Cholera breaks out in Kenya’s Dadaab refugee camp
This extract is from AlertNet, by Stephanie Nebehay. Views expressed are the author’s own.
GENEVA, Nov 15 (Reuters) – Cholera has broken out in the world’s largest refugee camp in Kenya, home to nearly 500,000 Somali refugees, the United Nations said on Tuesday.
Insecurity also continues to hamper aid efforts following the kidnapping of Western aid workers from the sprawling Dadaab complex of five camps, where 100 additional Kenyan police have been deployed in the past month, it said.
“There are now 60 cholera cases in the camps, including 10 laboratory-confirmed cases and one refugee death,” Andrej Mahecic, spokesman of the U.N. High Commissioner for Refugees (UNHCR), told a news briefing.
The outbreak is believed to have started among newly arrived refugees from Somalia, where the disease is endemic, who may also have contracted it en route by drinking unsafe water from areas flooded by heavy rains, he said.
Cholera is an acute intestinal infection transmitted in contaminated water that causes watery diarrhoea and severe dehydration and can kill within hours if not treated.

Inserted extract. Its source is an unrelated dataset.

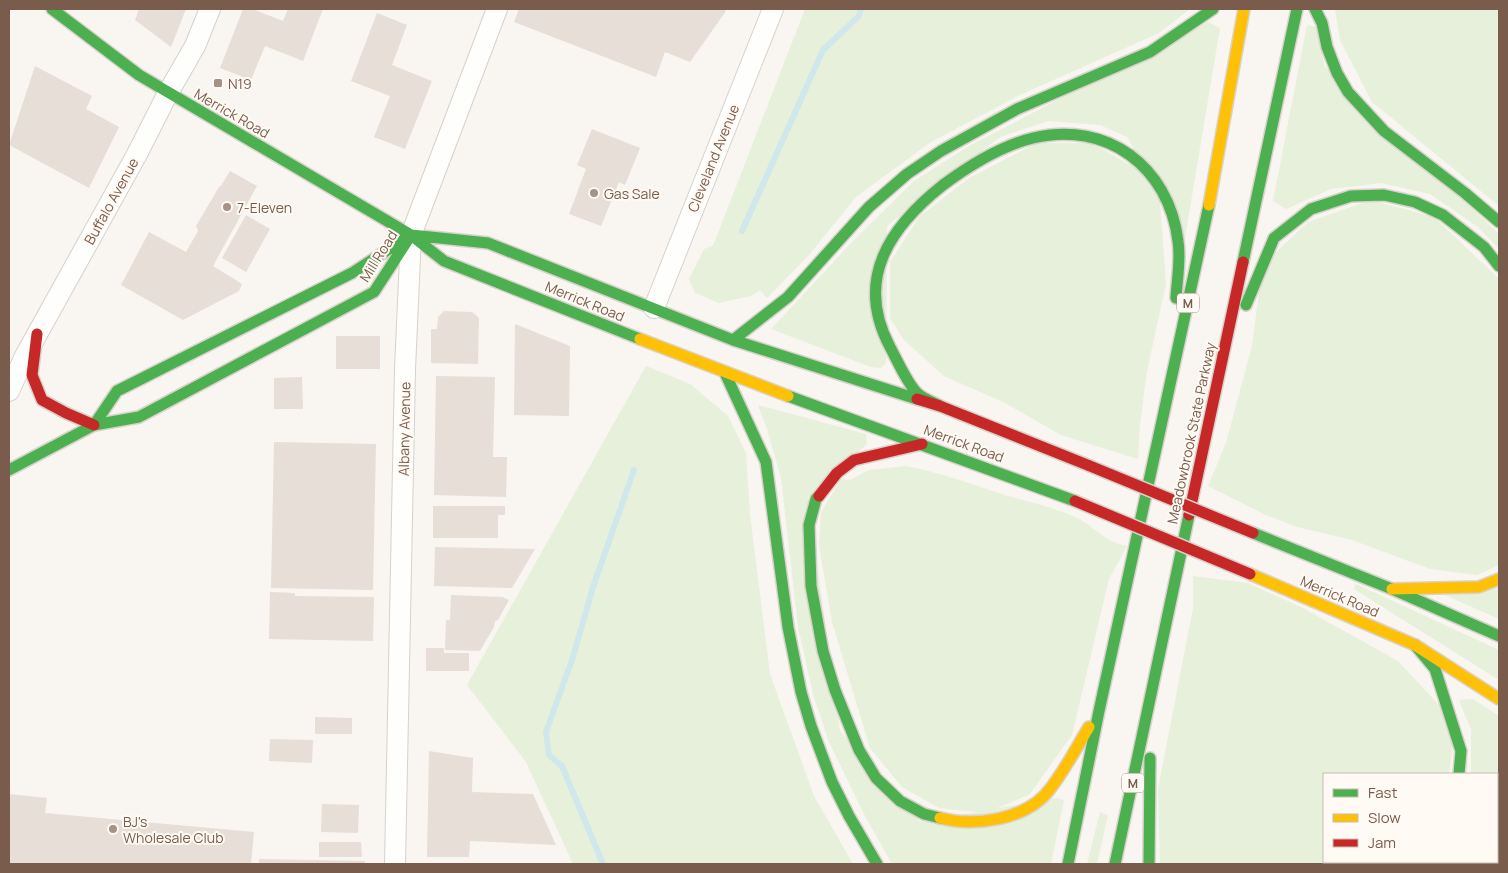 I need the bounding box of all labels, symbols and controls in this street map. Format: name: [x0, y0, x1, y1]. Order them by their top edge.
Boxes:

The UNHCR and other aid agencies have set up cholera treatment centres in the camp for severe cases and are promoting safe hygiene practices, Mahecic said. Most cases can be managed by giving oral rehydration solutions.
Kenya mounted an air and ground offensive against al Qaeda-linked al Shabaab, Somalia’s Islamist rebels, last month after a string of kidnappings and cross-border raids it blamed on the group.
Ten days ago, a U.N. aid convoy struck a landmine that failed to detonate in the Dadaab refugee camp, where at least 463,000 Somali refugees are living after fleeing violence and famine in their anarchic homeland.